WHAT THIS TASK INVOLVES:
An exact copy of the entries below is required, with all pictures removed.

——

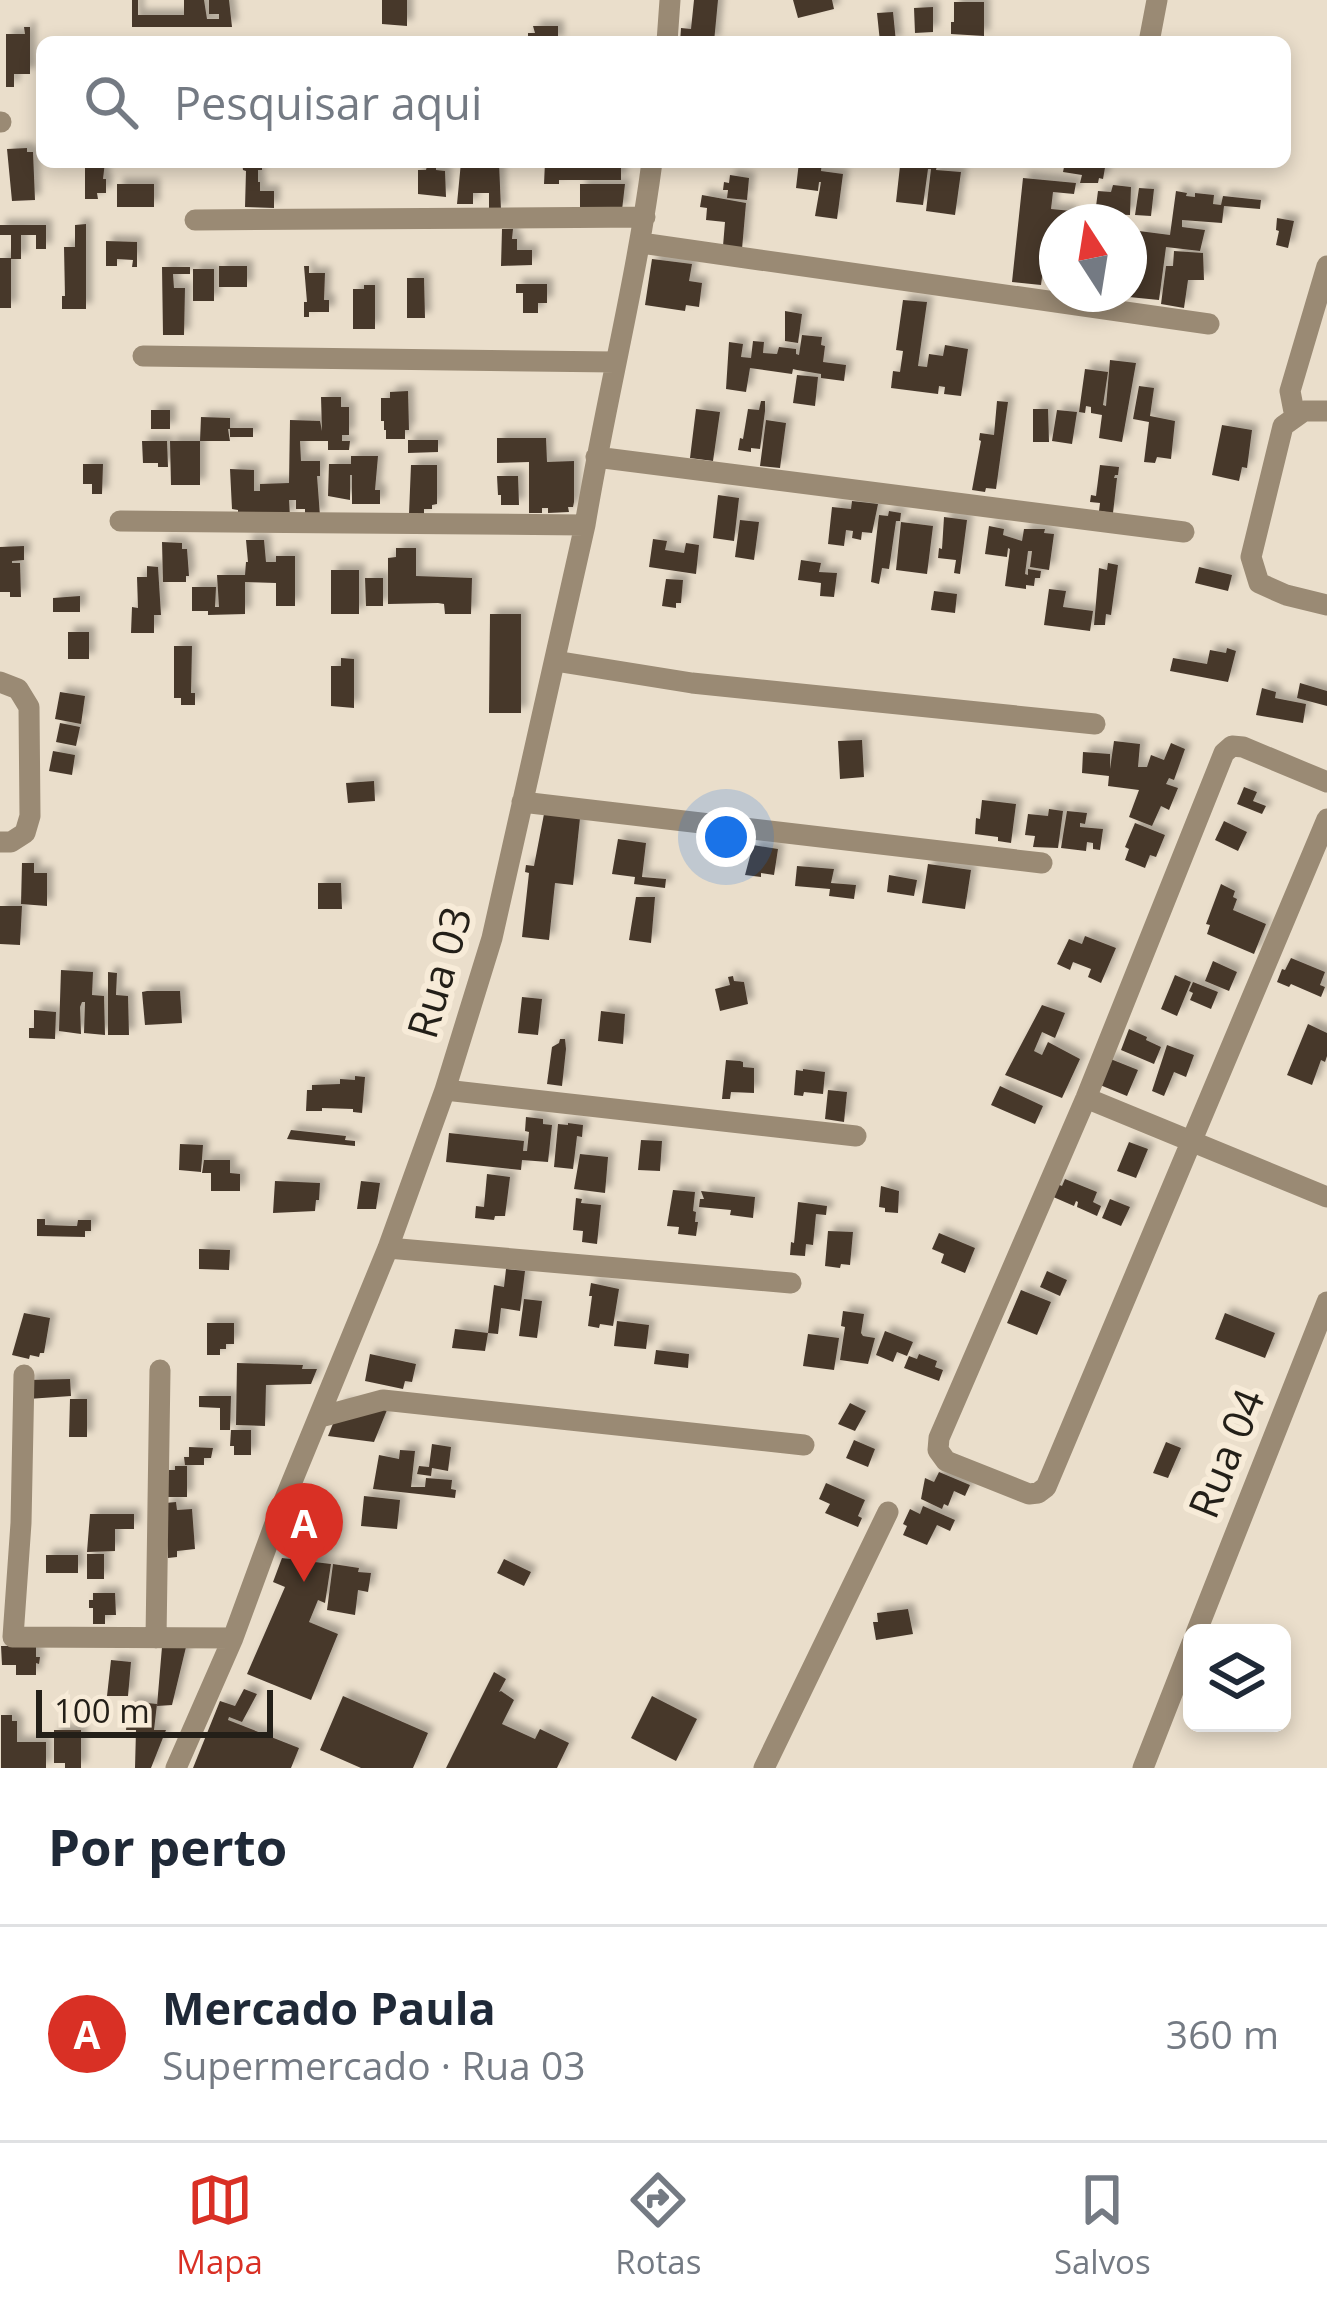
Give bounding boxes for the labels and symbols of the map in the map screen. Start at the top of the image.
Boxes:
north arrow [1039,204,1147,312]
your location [696,807,756,867]
street label: Rua 03 [392,900,484,1044]
street label: Rua 04 [1173,1380,1277,1526]
pin: A [265,1483,343,1582]
scale bar [36,1684,273,1737]

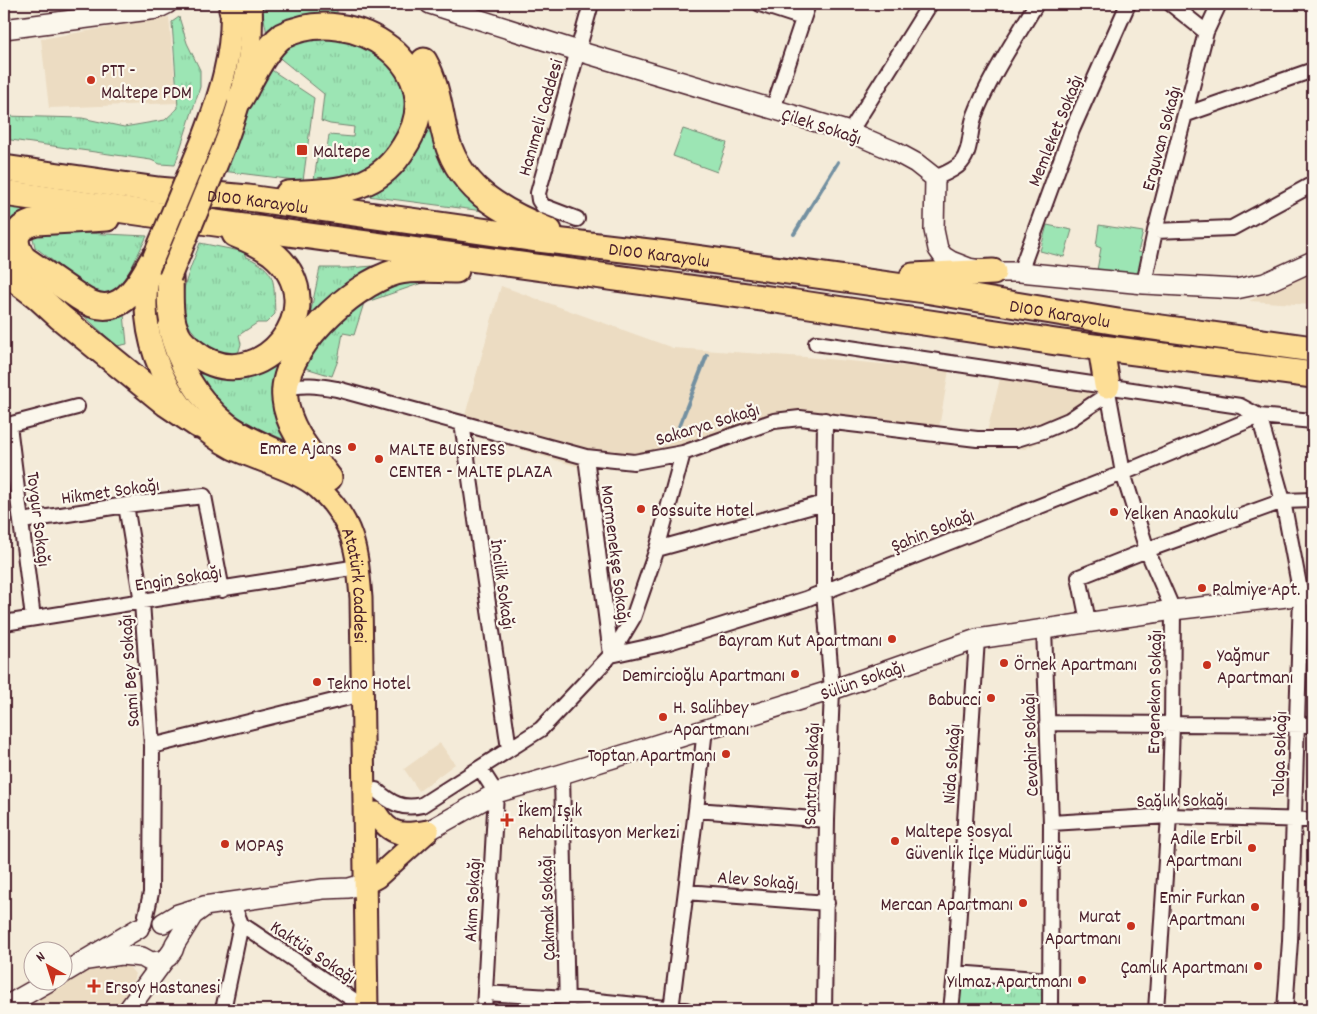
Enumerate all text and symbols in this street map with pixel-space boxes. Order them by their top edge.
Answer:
street label: Hanımeli Caddesi [513,56,572,180]
place label: PTT - Maltepe PDM [101,59,192,108]
street label: Memleket Sokağı [1023,71,1092,191]
marker: PTT - Maltepe PDM [85,74,97,86]
street label: Erguvan Sokağı [1136,83,1190,194]
street label: Çilek Sokağı [777,103,864,154]
place label: Maltepe [313,140,370,167]
marker: Maltepe [295,143,309,157]
street label: D100 Karayolu [206,184,310,223]
street label: D100 Karayolu [607,237,711,277]
street label: D100 Karayolu [1007,294,1112,337]
street label: Sakarya Sokağı [653,398,763,455]
place label: Emre Ajans [260,437,342,464]
place label: MALTE BUSİNESS CENTER - MALTE pLAZA [389,438,553,487]
marker: Emre Ajans [346,441,358,453]
marker: MALTE BUSİNESS CENTER - MALTE pLAZA [373,453,385,465]
street label: Toygur Sokağı [17,470,56,568]
street label: Hikmet Sokağı [60,473,161,514]
street label: Mormenekşe Sokağı [592,484,635,625]
place label: Bossuite Hotel [651,499,754,526]
place label: Yelken Anaokulu [1124,502,1238,529]
marker: Bossuite Hotel [635,503,647,515]
street label: Şahin Sokağı [888,503,979,561]
marker: Yelken Anaokulu [1108,506,1120,518]
street label: Atatürk Caddesi [332,524,372,644]
street label: İncilik Sokağı [481,538,520,631]
street label: Engin Sokağı [133,560,224,601]
place label: Palmiye Apt. [1212,578,1300,605]
marker: Palmiye Apt. [1196,582,1208,594]
street label: Sami Bey Sokağı [114,613,149,728]
place label: Bayram Kut Apartmanı [718,629,882,656]
street label: Ergenekon Sokağı [1142,630,1171,754]
marker: Bayram Kut Apartmanı [886,633,898,645]
place label: Yağmur Apartmanı [1217,644,1293,693]
place label: Örnek Apartmanı [1014,653,1137,680]
street label: Sülün Sokağı [817,655,909,709]
marker: Örnek Apartmanı [998,657,1010,669]
marker: Yağmur Apartmanı [1201,659,1213,671]
place label: Demircioğlu Apartmanı [622,664,785,691]
marker: Demircioğlu Apartmanı [789,668,801,680]
place label: Tekno Hotel [327,672,411,699]
marker: Tekno Hotel [311,676,323,688]
place label: Babucci [928,688,982,715]
marker: Babucci [985,692,997,704]
street label: Cevahir Sokağı [1017,693,1048,797]
place label: H. Salihbey Apartmanı [673,696,749,745]
marker: H. Salihbey Apartmanı [657,711,669,723]
street label: Tolga Sokağı [1267,711,1296,797]
street label: Santral Sokağı [798,722,829,826]
street label: Nida Sokağı [937,723,970,805]
place label: Toptan Apartmanı [588,744,716,771]
marker: Toptan Apartmanı [720,748,732,760]
street label: Sağlık Sokağı [1136,788,1228,817]
place label: İkem Işık Rehabilitasyon Merkezi [518,799,680,848]
marker: İkem Işık Rehabilitasyon Merkezi [500,813,514,827]
place label: Maltepe Sosyal Güvenlik İlçe Müdürlüğü [905,820,1071,869]
place label: Adile Erbil Apartmanı [1166,827,1242,876]
place label: MOPAŞ [235,834,284,861]
marker: Maltepe Sosyal Güvenlik İlçe Müdürlüğü [889,835,901,847]
marker: MOPAŞ [219,838,231,850]
marker: Adile Erbil Apartmanı [1246,842,1258,854]
street label: Çakmak Sokağı [534,855,565,961]
street label: Akım Sokağı [459,857,490,943]
street label: Alev Sokağı [716,866,799,899]
place label: Emir Furkan Apartmanı [1159,886,1245,935]
place label: Mercan Apartmanı [880,893,1013,920]
marker: Mercan Apartmanı [1017,897,1029,909]
marker: Emir Furkan Apartmanı [1249,901,1261,913]
place label: Murat Apartmanı [1045,905,1121,954]
street label: Kaktüs Sokağı [264,915,360,993]
marker: Murat Apartmanı [1125,920,1137,932]
north arrow [22,942,72,992]
text: N [32,947,50,967]
place label: Çamlık Apartmanı [1121,956,1248,983]
marker: Çamlık Apartmanı [1252,960,1264,972]
place label: Yılmaz Apartmanı [947,970,1072,997]
marker: Yılmaz Apartmanı [1076,974,1088,986]
place label: Ersoy Hastanesi [105,976,221,1003]
marker: Ersoy Hastanesi [87,979,101,993]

——

FINAL ANSWER:
Give bounding boxes for the labels and symbols of the map in the map screen. Start at the top of the image.
Boxes:
north arrow [1039,204,1147,312]
your location [696,807,756,867]
street label: Rua 03 [392,900,484,1044]
street label: Rua 04 [1173,1380,1277,1526]
pin: A [265,1483,343,1582]
scale bar [36,1684,273,1737]

Enumerate all text and symbols in this street map with pixel-space boxes. Order them by their top edge.
Answer:
street label: Hanımeli Caddesi [513,56,572,180]
place label: PTT - Maltepe PDM [101,59,192,108]
street label: Memleket Sokağı [1023,71,1092,191]
marker: PTT - Maltepe PDM [85,74,97,86]
street label: Erguvan Sokağı [1136,83,1190,194]
street label: Çilek Sokağı [777,103,864,154]
place label: Maltepe [313,140,370,167]
marker: Maltepe [295,143,309,157]
street label: D100 Karayolu [206,184,310,223]
street label: D100 Karayolu [607,237,711,277]
street label: D100 Karayolu [1007,294,1112,337]
street label: Sakarya Sokağı [653,398,763,455]
place label: Emre Ajans [260,437,342,464]
place label: MALTE BUSİNESS CENTER - MALTE pLAZA [389,438,553,487]
marker: Emre Ajans [346,441,358,453]
marker: MALTE BUSİNESS CENTER - MALTE pLAZA [373,453,385,465]
street label: Toygur Sokağı [17,470,56,568]
street label: Hikmet Sokağı [60,473,161,514]
street label: Mormenekşe Sokağı [592,484,635,625]
place label: Bossuite Hotel [651,499,754,526]
place label: Yelken Anaokulu [1124,502,1238,529]
marker: Bossuite Hotel [635,503,647,515]
street label: Şahin Sokağı [888,503,979,561]
marker: Yelken Anaokulu [1108,506,1120,518]
street label: Atatürk Caddesi [332,524,372,644]
street label: İncilik Sokağı [481,538,520,631]
street label: Engin Sokağı [133,560,224,601]
place label: Palmiye Apt. [1212,578,1300,605]
marker: Palmiye Apt. [1196,582,1208,594]
street label: Sami Bey Sokağı [114,613,149,728]
place label: Bayram Kut Apartmanı [718,629,882,656]
street label: Ergenekon Sokağı [1142,630,1171,754]
marker: Bayram Kut Apartmanı [886,633,898,645]
place label: Yağmur Apartmanı [1217,644,1293,693]
place label: Örnek Apartmanı [1014,653,1137,680]
street label: Sülün Sokağı [817,655,909,709]
marker: Örnek Apartmanı [998,657,1010,669]
marker: Yağmur Apartmanı [1201,659,1213,671]
place label: Demircioğlu Apartmanı [622,664,785,691]
marker: Demircioğlu Apartmanı [789,668,801,680]
place label: Tekno Hotel [327,672,411,699]
marker: Tekno Hotel [311,676,323,688]
place label: Babucci [928,688,982,715]
marker: Babucci [985,692,997,704]
street label: Cevahir Sokağı [1017,693,1048,797]
place label: H. Salihbey Apartmanı [673,696,749,745]
marker: H. Salihbey Apartmanı [657,711,669,723]
street label: Tolga Sokağı [1267,711,1296,797]
street label: Santral Sokağı [798,722,829,826]
street label: Nida Sokağı [937,723,970,805]
place label: Toptan Apartmanı [588,744,716,771]
marker: Toptan Apartmanı [720,748,732,760]
street label: Sağlık Sokağı [1136,788,1228,817]
place label: İkem Işık Rehabilitasyon Merkezi [518,799,680,848]
marker: İkem Işık Rehabilitasyon Merkezi [500,813,514,827]
place label: Maltepe Sosyal Güvenlik İlçe Müdürlüğü [905,820,1071,869]
place label: Adile Erbil Apartmanı [1166,827,1242,876]
place label: MOPAŞ [235,834,284,861]
marker: Maltepe Sosyal Güvenlik İlçe Müdürlüğü [889,835,901,847]
marker: MOPAŞ [219,838,231,850]
marker: Adile Erbil Apartmanı [1246,842,1258,854]
street label: Çakmak Sokağı [534,855,565,961]
street label: Akım Sokağı [459,857,490,943]
street label: Alev Sokağı [716,866,799,899]
place label: Emir Furkan Apartmanı [1159,886,1245,935]
place label: Mercan Apartmanı [880,893,1013,920]
marker: Mercan Apartmanı [1017,897,1029,909]
marker: Emir Furkan Apartmanı [1249,901,1261,913]
place label: Murat Apartmanı [1045,905,1121,954]
street label: Kaktüs Sokağı [264,915,360,993]
marker: Murat Apartmanı [1125,920,1137,932]
north arrow [22,942,72,992]
text: N [32,947,50,967]
place label: Çamlık Apartmanı [1121,956,1248,983]
marker: Çamlık Apartmanı [1252,960,1264,972]
place label: Yılmaz Apartmanı [947,970,1072,997]
marker: Yılmaz Apartmanı [1076,974,1088,986]
place label: Ersoy Hastanesi [105,976,221,1003]
marker: Ersoy Hastanesi [87,979,101,993]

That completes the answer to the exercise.